7. In view of this accepted position by the Addl. Collector, which relates to testing of sample drawn from the goods packed, we are unable to appreciate the view taken by the Addl. Collr. that based on the counts noticed in the ring frame register, the allegation of mis-declaration of counts, could be sustained. In this context, it has been pleaded that the appellants had applied corrective factors to bring the production to the declared counts. In view of this plea, the benefit of doubt is to be extended and one cannot jump to the conclusion that the variation in counts noticed in the wrapping register would amount to mis-declaration, especially, when, at the finished stage, the department has not found anything wrong with the declared counts on testing the sample of finished product. We, therefore, discharge the appellants from the allegation of mis-declaration of counts and also consequently discharge the demand of Rs. 20,822.85.

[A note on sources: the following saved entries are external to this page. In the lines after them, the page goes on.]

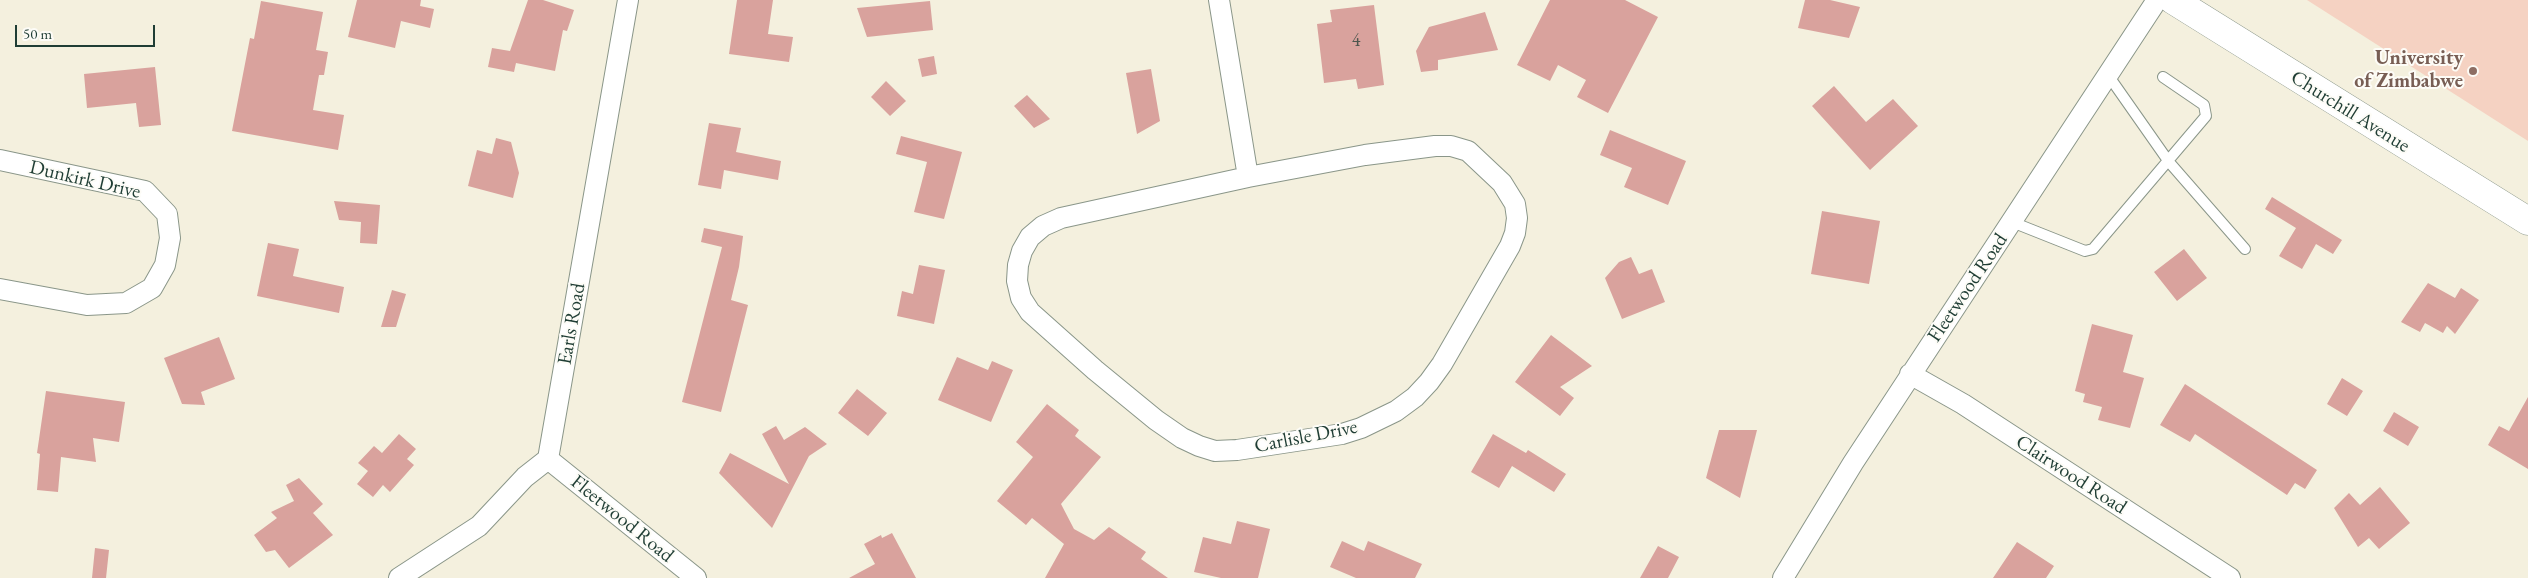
<!DOCTYPE html>
<html>
<head>
<meta charset="utf-8">
<style>
	body { margin:0 }
	#map { position:relative; width:2528px; height:578px; overflow:hidden; background:#f4f0de; font-family:"EB Garamond",serif }
	canvas { display:block }
	.scale { position:absolute; left:15px; top:25px; width:140px; height:22px; box-sizing:border-box; border:2px solid #1f3d34; border-top:0; padding-left:6px; font-size:15px; line-height:18px; white-space:nowrap; color:#1f3d34; -webkit-text-stroke:4px #fdfcf7; paint-order:stroke }
</style>
</head>
<body>
<div id="map">
<canvas width="2528" height="578"></canvas>
<div class="scale">50 m</div>
</div>
<script>
const c = document.querySelector('canvas').getContext('2d');
c.lineJoin = 'round';
function fillPath(path, color) {
  c.fillStyle = color;
  c.fill(path, 'evenodd');
}
function shape(rows) {
  const path = new Path2D();
  for (const r of rows) {
    path.moveTo(r[0], r[1]);
    for (let i = 2; i < r.length; i += 2) path.lineTo(r[i], r[i + 1]);
  }
  return path;
}
function strokePath(path, color, width, dash) {
  c.strokeStyle = color;
  c.lineWidth = width;
  c.lineCap = dash ? 'butt' : 'round';
  c.setLineDash(dash || []);
  c.stroke(path);
}
function label(font, color, halo, rows, align = 'center') {
  c.font = font + ' "EB Garamond",serif';
  c.lineWidth = 4;
  c.setLineDash([]);
  c.textBaseline = 'middle';
  c.strokeStyle = halo;
  c.fillStyle = color;
  for (const [text, x, y, turn = 0] of rows) {
    c.save();
    c.translate(x, y);
    c.rotate((+turn || 0) * Math.PI / 180);
    c.textAlign = isNaN(turn) ? turn : align;
    if (halo) c.strokeText(text, 0, 0);
    c.fillText(text, 0, 0);
    c.restore();
  }
}
fillPath(shape([
	[2307,0,2528,0,2528,141]
]), '#f5d2c2');
fillPath(shape([
	[357,0,421,0,420,6,434,9,430,28,401,21,395,48,348,37],
	[528,0,543,0,574,10,567,31,563,30,555,71,516,63,514,72,488,67,492,48,510,51],
	[737,0,773,0,768,34,793,37,789,62,729,54],
	[1550,0,1625,0,1658,17,1608,113,1577,97,1586,80,1558,65,1550,81,1517,65],
	[1805,0,1830,0,1860,7,1849,38,1798,28],
	[261,1,323,12,316,50,328,52,324,75,319,75,313,110,344,115,338,150,232,131,250,38,254,39],
	[930,1,933,30,867,37,857,8],
	[1374,5,1384,85,1358,89,1356,79,1324,83,1317,24,1332,22,1330,10],
	[1485,12,1498,50,1438,60,1438,70,1421,72,1416,51,1429,27],
	[934,56,937,74,922,77,918,59],
	[155,67,161,125,139,127,136,103,87,108,84,74],
	[1151,69,1160,121,1137,134,1126,73],
	[886,81,906,101,890,116,871,97],
	[1834,86,1866,122,1893,99,1918,126,1870,170,1812,106],
	[1027,95,1050,119,1034,128,1014,106],
	[709,123,741,128,736,152,781,161,778,180,724,170,721,189,698,185],
	[1610,130,1686,161,1668,205,1624,187,1632,168,1600,155],
	[901,136,962,152,944,219,914,212,927,162,896,154],
	[496,138,511,142,519,173,513,198,468,186,477,150,492,154],
	[2272,197,2342,240,2333,254,2316,244,2302,269,2279,256,2296,228,2265,209],
	[334,201,380,205,377,244,360,243,361,222,339,220],
	[1822,211,1880,221,1869,284,1811,274],
	[704,228,743,236,739,267,731,300,748,305,721,412,682,402,722,247,701,242],
	[268,243,299,249,293,276,344,287,339,313,257,296],
	[2184,249,2207,278,2177,301,2154,272],
	[1631,257,1639,274,1652,269,1665,302,1622,319,1605,278,1619,262],
	[919,265,945,270,934,324,897,316,902,291,913,294],
	[2428,283,2455,298,2461,288,2479,300,2455,334,2447,326,2443,333,2425,323,2420,332,2401,322],
	[392,290,406,294,396,327,381,327],
	[2092,324,2133,335,2123,372,2144,378,2130,428,2098,420,2102,407,2083,402,2085,394,2075,391],
	[1551,335,1592,366,1560,387,1574,398,1560,416,1515,382],
	[219,337,235,379,201,392,205,405,182,404,164,358],
	[957,357,988,370,992,361,1013,370,991,422,938,400],
	[2342,378,2363,391,2347,416,2327,404],
	[2185,384,2317,470,2305,489,2295,483,2287,495,2195,434,2190,442,2160,425],
	[857,389,887,413,868,436,838,413],
	[46,391,125,402,119,442,93,438,96,462,61,457,58,492,37,490,40,454,37,453],
	[2528,397,2528,469,2488,445,2499,426,2509,431],
	[1047,404,1079,430,1075,436,1101,457,1061,504,1074,529,1094,540,1109,527,1146,552,1141,559,1168,578,1045,578,1064,544,1032,518,1026,525,997,501,1033,457,1016,442],
	[2394,412,2419,427,2408,446,2383,431],
	[776,426,784,440,805,427,827,444,809,456,772,528,719,473,730,453,789,484,762,434],
	[1719,430,1757,430,1740,498,1706,478],
	[399,434,416,449,407,459,414,465,390,492,383,485,373,497,357,484,368,471,358,463,374,446,382,453],
	[1493,434,1526,453,1528,450,1566,474,1554,492,1512,466,1499,488,1471,472],
	[299,478,323,504,313,513,333,535,289,568,275,550,266,552,254,535,277,518,271,512,294,501,286,485],
	[2380,487,2410,523,2379,549,2369,538,2358,547,2334,508,2349,493,2360,505],
	[1237,521,1270,529,1258,578,1221,578,1194,572,1203,537,1231,544],
	[892,533,916,578,849,578,875,564,864,544,881,535,882,538],
	[1342,541,1364,551,1368,541,1422,564,1415,578,1356,578,1330,567],
	[2017,542,2054,566,2046,578,1993,578],
	[1658,546,1679,557,1668,578,1640,578],
	[95,548,109,550,106,578,92,578]
]), '#d9a29d');
const service = shape([
	[2108,75,2169,162,2245,249],
	[2012,222,2085,251,2093,249,2206,116,2204,105,2163,77]
]);
const minor = shape([
	[1219,0,1248,177],
	[1435,146,1451,146,1468,151,1502,183,1515,204,1517,218,1515,233,1510,246,1442,364,1429,382,1415,397,1396,411,1361,428,1342,434,1237,450,1215,451,1199,446,1182,438,1156,420,1095,370,1030,312,1021,298,1017,281,1018,265,1022,251,1030,237,1043,226,1061,218,1248,177,1365,155,1435,146],
	[0,160,145,191,167,214,170,238,165,265,152,288,126,303,87,305,0,289],
	[1910,374,1963,404,2230,578],
	[548,459,696,578],
	[399,578,479,526,525,477,548,459,628,0],
	[1783,578,1853,463,2157,0]
]);
const secondary = shape([
	[2173,0,2528,221]
]);
strokePath(service, '#8a9689', 12);
strokePath(minor, '#8a9689', 22);
strokePath(secondary, '#8a9689', 29);
strokePath(service, '#fff', 10);
strokePath(minor, '#fff', 20);
strokePath(secondary, '#fff', 28);
for (const [x, y, r, color] of [
	[2473,71,5,"#8d6e63"]
]) {
  const dot = new Path2D();
  dot.arc(x, y, r, 0, 2 * Math.PI);
  c.fillStyle = color;
  c.fill(dot);
  strokePath(dot, '#fdfcf7', 2);
}
label('18px', '#4e564e', null, [
	["4",1356,41]
]);
label('bold 20px', '#785e54', '#fdfcf7', [
	["University",2463,59],
	["of Zimbabwe",2463,82]
], 'right');
label('20px', '#1f3d34', '#fdfcf7', [
	["Churchill Avenue",2350,112,32],
	["Dunkirk Drive",85,180,13],
	["Fleetwood Road",1968,288,-56],
	["Earls Road",572,324,-80],
	["Carlisle Drive",1306,437,-11],
	["Clairwood Road",2071,475,33],
	["Fleetwood Road",622,519,39]
]);
</script>
</body>
</html>
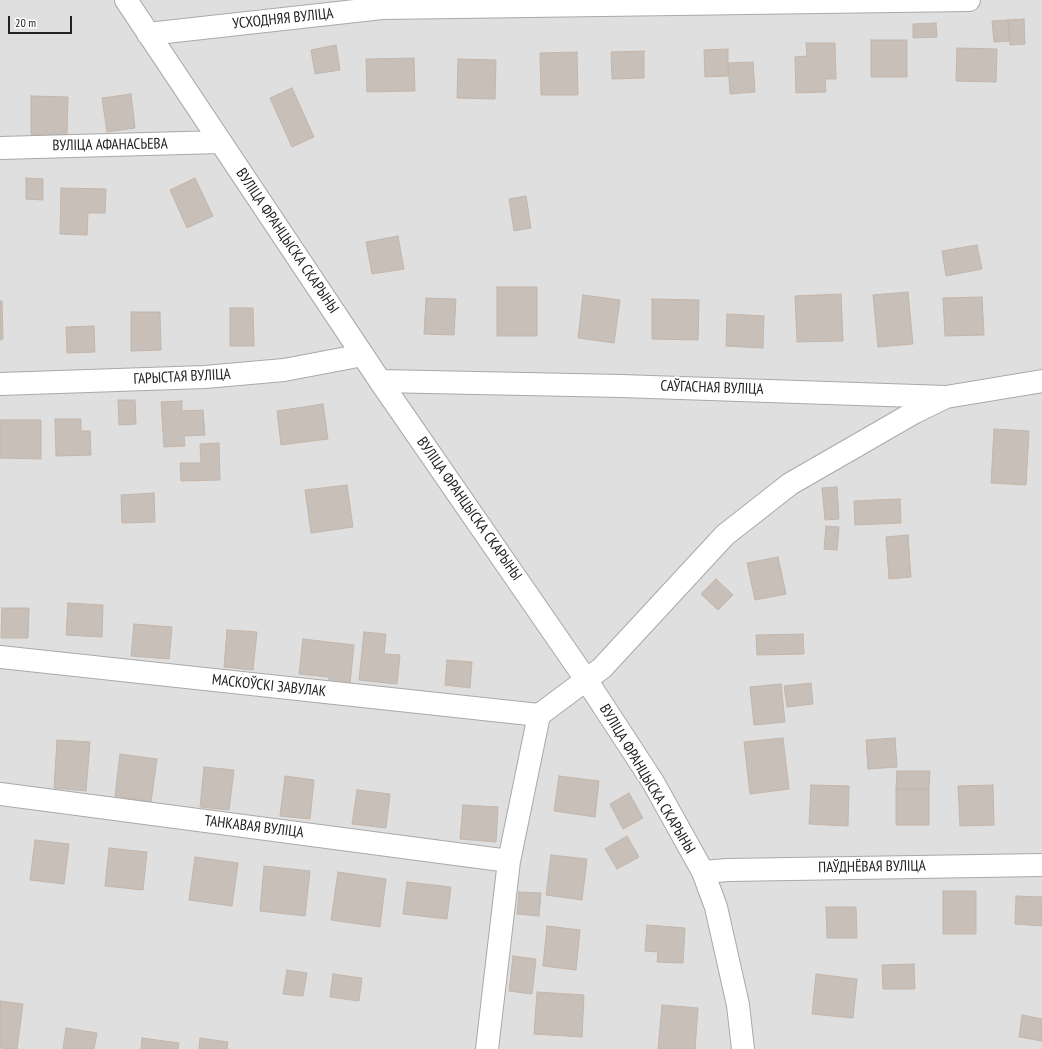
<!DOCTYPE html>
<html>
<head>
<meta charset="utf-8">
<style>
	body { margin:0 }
	#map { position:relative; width:1042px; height:1049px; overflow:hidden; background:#f2efe9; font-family:"PT Sans Narrow",sans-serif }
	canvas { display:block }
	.scale { position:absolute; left:8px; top:16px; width:64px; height:18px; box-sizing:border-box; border:2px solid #222; border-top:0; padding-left:5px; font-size:12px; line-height:14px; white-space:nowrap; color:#222; -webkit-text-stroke:3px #fff; paint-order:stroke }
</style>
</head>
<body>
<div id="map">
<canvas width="1042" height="1049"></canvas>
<div class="scale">20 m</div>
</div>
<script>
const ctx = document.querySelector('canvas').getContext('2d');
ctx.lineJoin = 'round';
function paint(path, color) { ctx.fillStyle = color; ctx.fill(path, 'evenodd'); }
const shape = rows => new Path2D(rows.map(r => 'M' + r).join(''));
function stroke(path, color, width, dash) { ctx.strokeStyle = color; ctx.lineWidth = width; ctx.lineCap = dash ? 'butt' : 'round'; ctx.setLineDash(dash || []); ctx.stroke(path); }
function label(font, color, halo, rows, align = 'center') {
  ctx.font = font + ' "PT Sans Narrow",sans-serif'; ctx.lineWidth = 3.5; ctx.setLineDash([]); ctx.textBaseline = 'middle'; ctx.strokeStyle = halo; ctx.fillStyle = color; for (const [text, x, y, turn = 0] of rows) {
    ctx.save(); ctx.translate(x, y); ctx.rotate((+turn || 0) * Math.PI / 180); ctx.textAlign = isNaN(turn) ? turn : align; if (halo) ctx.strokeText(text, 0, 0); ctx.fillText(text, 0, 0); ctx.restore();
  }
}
paint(shape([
	[0,0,1042,0,1042,1049,0,1049]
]), '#e0dfdf');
const building = shape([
	[1024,19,1025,44,1010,45,1008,20,1024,19],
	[1008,20,1010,41,994,42,992,21,1008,20],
	[936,23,937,37,913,38,913,24,936,23],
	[871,40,907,40,907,77,871,77,871,40],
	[806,43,835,43,836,79,825,79,826,92,796,93,795,57,807,56,806,43],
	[336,45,340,70,315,74,311,50,336,45],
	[957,48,997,49,996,82,956,81,957,48],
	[728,49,728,76,705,77,704,50,728,49],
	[644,51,644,78,612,79,611,52,644,51],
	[577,52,578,95,541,95,540,53,577,52],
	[414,58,415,91,367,92,366,59,414,58],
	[458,59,496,60,495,99,457,98,458,59],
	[753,62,755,92,730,94,728,63,753,62],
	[292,88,314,137,292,147,270,98,292,88],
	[131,94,135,128,107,132,102,98,131,94],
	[31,96,68,97,67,135,31,135,31,96],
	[26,178,43,179,43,200,26,199,26,178],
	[195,178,213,216,187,228,170,190,195,178],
	[61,188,106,189,105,213,88,213,87,235,60,234,61,188],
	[526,196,531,228,514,231,509,199,526,196],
	[398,236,404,269,372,274,366,242,398,236],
	[977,245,982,269,946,276,942,251,977,245],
	[497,287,537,287,537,336,497,336,497,287],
	[908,292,913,344,878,347,873,295,908,292],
	[841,294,843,341,797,342,795,296,841,294],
	[583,295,620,300,614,343,578,338,583,295],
	[982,297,984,335,945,336,943,298,982,297],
	[426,298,456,299,454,335,424,334,426,298],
	[652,299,699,300,698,340,652,339,652,299],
	[0,301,2,301,3,339,0,340,0,301],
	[230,308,253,308,254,346,230,346,230,308],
	[131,312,160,312,161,350,131,351,131,312],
	[727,314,764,316,763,348,726,346,727,314],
	[94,326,95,352,67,353,66,327,94,326],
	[118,400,135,400,136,424,119,425,118,400],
	[182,401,182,411,203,410,205,435,184,436,185,446,164,447,161,402,182,401],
	[323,404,328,439,281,445,277,411,323,404],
	[55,419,81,419,81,431,90,431,91,455,56,456,55,419],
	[0,420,41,420,41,459,0,458,0,420],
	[994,429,1029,431,1026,485,991,483,994,429],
	[219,443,220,480,181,481,180,463,201,463,200,444,219,443],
	[347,485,353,527,311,533,305,490,347,485],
	[837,487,839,519,825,520,822,488,837,487],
	[154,493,155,522,122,523,121,495,154,493],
	[900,499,901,523,855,525,854,501,900,499],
	[826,526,839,527,837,550,824,549,826,526],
	[908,535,911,577,889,579,886,537,908,535],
	[778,557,786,594,755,600,747,563,778,557],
	[716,579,733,595,718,610,701,594,716,579],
	[68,603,103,605,102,637,66,635,68,603],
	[2,608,29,608,28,638,1,638,2,608],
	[134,624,172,627,169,659,131,656,134,624],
	[227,630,257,632,253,670,224,667,227,630],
	[364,632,386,634,384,654,400,655,397,684,359,680,364,632],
	[803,634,804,654,757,655,756,635,803,634],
	[303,639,354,645,350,684,328,682,329,677,299,674,303,639],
	[447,660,472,662,470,688,445,685,447,660],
	[811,683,813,704,787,707,784,686,811,683],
	[781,684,785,722,754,725,750,687,781,684],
	[783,738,789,789,750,794,744,742,783,738],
	[895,738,897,767,868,769,866,740,895,738],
	[57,740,90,742,86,791,54,788,57,740],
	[120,754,157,759,151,802,115,796,120,754],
	[204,767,234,770,229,810,200,807,204,767],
	[897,771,930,771,929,789,896,789,897,771],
	[285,776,314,780,310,819,280,816,285,776],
	[559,776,599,781,595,817,554,811,559,776],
	[811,785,849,786,848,826,809,824,811,785],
	[993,785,994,825,960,826,958,786,993,785],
	[896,789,929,789,929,825,896,825,896,789],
	[357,790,390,794,386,828,352,824,357,790],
	[629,793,643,818,623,829,610,804,629,793],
	[463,805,498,807,496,842,460,839,463,805],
	[627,836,639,857,617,869,605,849,627,836],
	[35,840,69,844,64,884,30,880,35,840],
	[109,848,147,852,143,890,105,886,109,848],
	[551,855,587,859,582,900,546,895,551,855],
	[195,857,238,863,232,906,189,900,195,857],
	[264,866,310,871,305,916,260,911,264,866],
	[338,872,386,879,380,927,331,920,338,872],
	[407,882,451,887,447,919,403,914,407,882],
	[943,891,976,891,976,934,943,934,943,891],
	[519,892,541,893,539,916,517,914,519,892],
	[1016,896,1042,897,1042,926,1015,924,1016,896],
	[826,907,856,907,857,938,827,938,826,907],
	[647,925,685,928,683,963,657,962,658,952,645,951,647,925],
	[547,926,580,930,576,970,543,966,547,926],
	[513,956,536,959,532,994,509,991,513,956],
	[914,964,915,989,883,989,882,965,914,964],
	[287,970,307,973,303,996,283,994,287,970],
	[333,974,362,978,359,1001,330,997,333,974],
	[816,974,857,979,853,1018,812,1014,816,974],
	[537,992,584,995,582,1037,534,1034,537,992],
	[0,1001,23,1004,17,1049,0,1048,0,1001],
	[662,1005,698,1008,695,1049,658,1049,662,1005],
	[1022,1015,1042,1019,1042,1041,1019,1037,1022,1015],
	[66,1028,97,1033,94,1049,63,1049,66,1028],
	[142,1038,179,1043,178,1049,141,1049,142,1038],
	[200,1038,228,1042,227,1049,199,1049,200,1038]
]);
paint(building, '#c7bfb8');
stroke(building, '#c4b6ab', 1);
const minor = shape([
	[126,0,380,381,587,681,653,782,703,872,716,907,738,1005,743,1049],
	[148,34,382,8,969,0],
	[0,148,220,142],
	[380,381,621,386,946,397,1042,381],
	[0,384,205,377,284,370,363,355],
	[0,657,539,715],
	[0,794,509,861],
	[703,872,728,870,1042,865],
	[487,1049,509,861,539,715,602,668,725,535,790,484,915,412,946,397]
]);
stroke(minor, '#a9a9a9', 24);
stroke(minor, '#fff', 22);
label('15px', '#222', '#fff', [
	["УСХОДНЯЯ ВУЛІЦА",283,19,-6],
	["ВУЛІЦА АФАНАСЬЕВА",110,145,-1],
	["ВУЛІЦА ФРАНЦЫСКА СКАРЫНЫ",287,241,56],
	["ГАРЫСТАЯ ВУЛІЦА",182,377,-3],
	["САЎГАСНАЯ ВУЛІЦА",712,388,2],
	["ВУЛІЦА ФРАНЦЫСКА СКАРЫНЫ",469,509,55],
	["МАСКОЎСКІ ЗАВУЛАК",269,686,6],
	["ВУЛІЦА ФРАНЦЫСКА СКАРЫНЫ",647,779,59],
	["ТАНКАВАЯ ВУЛІЦА",254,827,7],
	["ПАЎДНЁВАЯ ВУЛІЦА",872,867,-1]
]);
</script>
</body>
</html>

8. Now coming to the allegation of suppression of production, again this allegation is based only on one document viz. the daily spinning and winding register. It is not the case of the department that the production figures are to be recorded in the RG-1 at the spindle stage itself. It is the appellants' contention that nowhere the production of yarn is recorded at the spindle stage and even now they are recording the production in the RG-I, only at the packing stage. This contention is not challenged by the department. Variation between the daily production register and RG-I, even after allowing for waste yarn, is therefore, bound to exist. It is reported that the variation is only to the extent of 5%. In any case, if this extent of variation is found to be abnormal, that can only give room for causing further investigation to identify clandestine removal and pinpoint the same. In this case, admittedly, no corroborative evidence is available either in the form of seizures of unaccounted yarn, seizures of packed yarn unaccounted lying in the factory or seizure of any yarn having been removed without gate pass. There are no evidences in the form of sale records to show that the quantities other than those removed have been sold by the appellants. There is no allegation of receipt and consumption of excess raw cotton. In short, there are no other evidences to support the allegation of excess production and their clandestine removal. Merely, because of the entries in the daily production register, especially when that is not the basis for recording production in the RG-I register, no firm conclusion can be arrived at without any, if not all, of the abovesaid type of corroborative evidences. In view of this, we hold that the charge of suppression of production and clandestine removal has not been established beyond reasonable doubt. We, therefore, discharge the appellants from this charge as well and drop the demand for Rs. 1,02,922.60/- confirmed on this ground by the Addl. Collector.
9. In the result, the case does not justify imposition of penalty and the order imposing the penalty is also required to be set aside.
10. The appeal is allowed on all counts.